And to cheer him up it was his right hand, too.
He had tested for one day as the rest of the big hitters tested and tested, twice in Malaysia and once in Australia including a wet morning in Australia to hone those wet weather riding senses that, as Sylvain Guintoli says, "enable you to just push and push without the fear of losing points."
Grand Prix Zero at Jerez got underway two weeks ago and Pedrosa was on a bike for the very first time in nearly a month, riding bravely with a plate still in his right hand, small dressings just covering the scars that will soon be opened in order to get the scrap metal out when it all stops wobbling inside.

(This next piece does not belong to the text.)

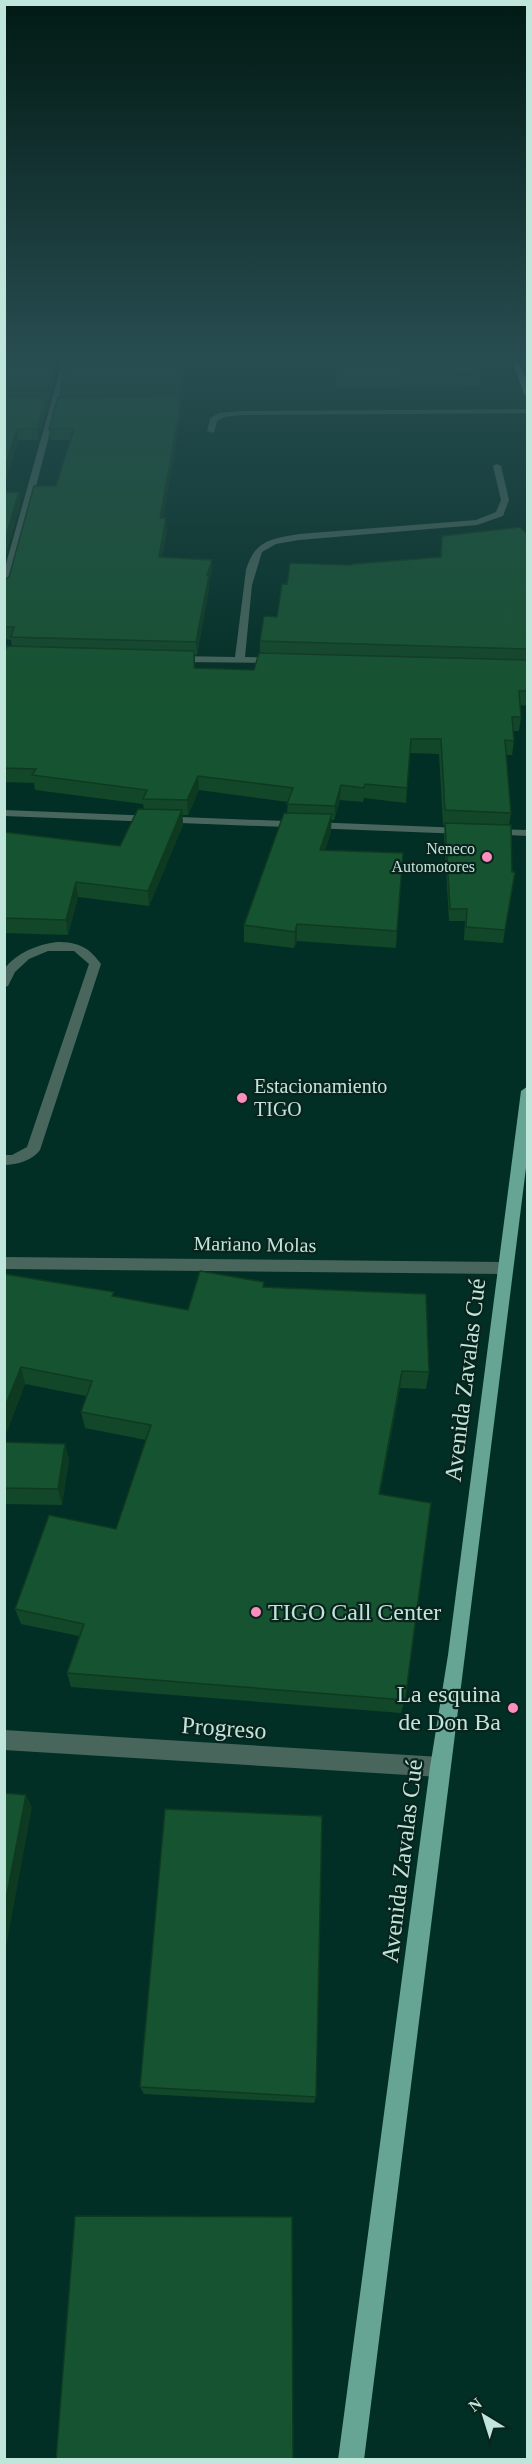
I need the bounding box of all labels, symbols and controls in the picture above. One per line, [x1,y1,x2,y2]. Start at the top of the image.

I felt for the guy, as the pressure upon his shoulders must not only be crushing through being a Spaniard in Spain with a Spanish sponsor, but he also knows darn well he could have won more races last year. That carries over to this year, not just to assert Honda's way over the rest, but assert his own. Important, that ...
Incredibly Honda has still not decided whether or not it is going to risk running its pneumatic engine while Michelin has new tyres to throw at people as they fight back from being stung by Rossi leaving them, just as he had done to Honda.
But all of this is while their golden child has got an injured hand that gives jolts of pain about which we can only imagine.
The new-for-2008 Honda V4 bike is proper prototype porn. There are no off-the-shelf parts, no bits from the bin and no botching. Seeing it on Saturday with its fairing off, being warmed up in the pitlane at Jerez, made the hairs stand up on the back of bits I didn't know had hair.
The bike is made with one thing in mind, and that's getting that title back from not just Stoner and Ducati, but from Rossi and his Italian mates in the uno-moto FIAT Yamaha garage. Winning it with Hayden was not enough for the Japanese. It must be done with Pedrosa.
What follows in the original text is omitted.